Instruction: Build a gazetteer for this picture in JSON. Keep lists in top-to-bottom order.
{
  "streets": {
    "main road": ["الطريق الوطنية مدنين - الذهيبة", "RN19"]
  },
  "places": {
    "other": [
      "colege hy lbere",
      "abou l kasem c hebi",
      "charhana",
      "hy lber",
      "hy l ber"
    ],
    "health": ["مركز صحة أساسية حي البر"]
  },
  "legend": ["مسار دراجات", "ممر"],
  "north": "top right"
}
= = = = = = =
Transcribe the listing above exactly as shown.

■ Task result:
Instruction: Build a gazetteer for this picture in JSON. Keep lists in top-to-bottom order.
{
  "streets": {
    "main road": ["الطريق الوطنية مدنين - الذهيبة", "RN19"]
  },
  "places": {
    "other": [
      "colege hy lbere",
      "abou l kasem c hebi",
      "charhana",
      "hy lber",
      "hy l ber"
    ],
    "health": ["مركز صحة أساسية حي البر"]
  },
  "legend": ["مسار دراجات", "ممر"],
  "north": "top right"
}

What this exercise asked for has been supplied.